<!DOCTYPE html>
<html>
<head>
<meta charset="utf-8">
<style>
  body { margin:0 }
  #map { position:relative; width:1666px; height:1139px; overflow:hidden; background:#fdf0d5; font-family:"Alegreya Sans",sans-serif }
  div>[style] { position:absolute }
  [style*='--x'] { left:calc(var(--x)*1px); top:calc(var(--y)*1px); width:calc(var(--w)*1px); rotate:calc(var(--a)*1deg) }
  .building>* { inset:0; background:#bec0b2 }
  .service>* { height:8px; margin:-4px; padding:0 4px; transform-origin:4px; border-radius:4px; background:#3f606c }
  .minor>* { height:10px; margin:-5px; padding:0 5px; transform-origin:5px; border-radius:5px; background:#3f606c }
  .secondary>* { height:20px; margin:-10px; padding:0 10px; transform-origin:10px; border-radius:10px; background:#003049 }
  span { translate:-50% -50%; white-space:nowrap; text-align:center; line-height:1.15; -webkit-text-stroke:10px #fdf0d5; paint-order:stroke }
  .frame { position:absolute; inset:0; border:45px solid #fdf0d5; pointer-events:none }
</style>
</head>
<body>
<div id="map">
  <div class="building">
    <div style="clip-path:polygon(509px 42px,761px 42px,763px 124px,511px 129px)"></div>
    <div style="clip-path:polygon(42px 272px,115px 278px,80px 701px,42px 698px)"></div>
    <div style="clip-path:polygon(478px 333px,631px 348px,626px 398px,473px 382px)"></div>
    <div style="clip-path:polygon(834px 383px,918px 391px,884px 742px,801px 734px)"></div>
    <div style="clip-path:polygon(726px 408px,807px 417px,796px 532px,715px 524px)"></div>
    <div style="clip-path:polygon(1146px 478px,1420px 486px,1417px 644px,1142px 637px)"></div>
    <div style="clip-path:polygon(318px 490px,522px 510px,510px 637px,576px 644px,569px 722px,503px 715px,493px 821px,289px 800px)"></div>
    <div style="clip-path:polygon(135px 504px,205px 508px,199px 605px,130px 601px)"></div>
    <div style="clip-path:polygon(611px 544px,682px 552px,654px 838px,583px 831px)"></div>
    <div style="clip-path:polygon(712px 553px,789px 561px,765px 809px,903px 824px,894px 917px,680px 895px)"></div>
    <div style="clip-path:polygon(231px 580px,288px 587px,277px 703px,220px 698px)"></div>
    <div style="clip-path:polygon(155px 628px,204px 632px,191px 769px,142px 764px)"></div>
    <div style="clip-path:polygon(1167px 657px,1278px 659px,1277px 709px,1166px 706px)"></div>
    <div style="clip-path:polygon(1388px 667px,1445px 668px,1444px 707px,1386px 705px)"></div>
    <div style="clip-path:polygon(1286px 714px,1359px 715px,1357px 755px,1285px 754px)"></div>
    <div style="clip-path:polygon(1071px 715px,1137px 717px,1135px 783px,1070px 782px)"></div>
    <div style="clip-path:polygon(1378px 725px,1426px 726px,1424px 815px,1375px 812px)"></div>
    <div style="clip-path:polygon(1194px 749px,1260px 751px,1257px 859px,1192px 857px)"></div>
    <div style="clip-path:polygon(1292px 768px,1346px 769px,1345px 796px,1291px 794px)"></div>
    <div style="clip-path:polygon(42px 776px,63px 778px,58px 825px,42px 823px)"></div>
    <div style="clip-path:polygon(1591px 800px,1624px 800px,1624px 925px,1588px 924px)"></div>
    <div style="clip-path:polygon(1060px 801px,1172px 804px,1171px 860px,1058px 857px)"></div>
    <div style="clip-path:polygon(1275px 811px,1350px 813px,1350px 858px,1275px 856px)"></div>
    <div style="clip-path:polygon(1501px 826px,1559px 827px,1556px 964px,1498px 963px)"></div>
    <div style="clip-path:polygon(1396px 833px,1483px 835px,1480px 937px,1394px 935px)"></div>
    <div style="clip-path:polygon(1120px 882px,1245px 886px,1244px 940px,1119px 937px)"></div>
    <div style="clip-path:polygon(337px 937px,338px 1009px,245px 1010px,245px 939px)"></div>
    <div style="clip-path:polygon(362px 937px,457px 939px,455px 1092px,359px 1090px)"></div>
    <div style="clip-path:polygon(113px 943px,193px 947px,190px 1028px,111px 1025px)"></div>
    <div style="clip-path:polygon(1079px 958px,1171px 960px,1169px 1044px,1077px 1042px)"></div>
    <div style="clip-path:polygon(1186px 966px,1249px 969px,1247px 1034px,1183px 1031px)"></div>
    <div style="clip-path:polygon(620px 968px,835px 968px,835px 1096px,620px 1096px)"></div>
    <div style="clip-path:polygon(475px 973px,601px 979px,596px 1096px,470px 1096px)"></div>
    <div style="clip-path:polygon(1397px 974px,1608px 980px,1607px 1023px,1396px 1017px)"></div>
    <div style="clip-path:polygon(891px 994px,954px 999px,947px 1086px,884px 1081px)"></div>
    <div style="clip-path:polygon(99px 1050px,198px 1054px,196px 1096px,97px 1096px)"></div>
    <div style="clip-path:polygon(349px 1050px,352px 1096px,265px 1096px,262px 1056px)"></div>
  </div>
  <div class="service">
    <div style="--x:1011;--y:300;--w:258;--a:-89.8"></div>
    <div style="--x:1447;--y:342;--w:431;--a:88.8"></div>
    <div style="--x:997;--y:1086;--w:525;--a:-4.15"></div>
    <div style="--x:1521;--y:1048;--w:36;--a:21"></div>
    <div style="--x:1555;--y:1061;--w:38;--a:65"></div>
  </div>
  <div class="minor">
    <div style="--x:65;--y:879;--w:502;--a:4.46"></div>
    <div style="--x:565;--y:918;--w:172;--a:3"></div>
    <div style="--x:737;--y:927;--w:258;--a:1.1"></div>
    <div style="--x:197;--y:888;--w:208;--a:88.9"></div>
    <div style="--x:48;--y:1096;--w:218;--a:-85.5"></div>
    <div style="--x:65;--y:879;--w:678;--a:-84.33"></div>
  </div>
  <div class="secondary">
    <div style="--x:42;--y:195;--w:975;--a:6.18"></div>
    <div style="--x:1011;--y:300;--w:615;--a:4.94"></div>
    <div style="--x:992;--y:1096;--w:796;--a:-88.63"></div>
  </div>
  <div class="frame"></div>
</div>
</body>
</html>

--------------------

Instructions to follow: Look for the string "width" in the records, and copy every line where it is found.

Response to this exercise:
  #map { position:relative; width:1666px; height:1139px; overflow:hidden; background:#fdf0d5; font-family:"Alegreya Sans",sans-serif }
  [style*='--x'] { left:calc(var(--x)*1px); top:calc(var(--y)*1px); width:calc(var(--w)*1px); rotate:calc(var(--a)*1deg) }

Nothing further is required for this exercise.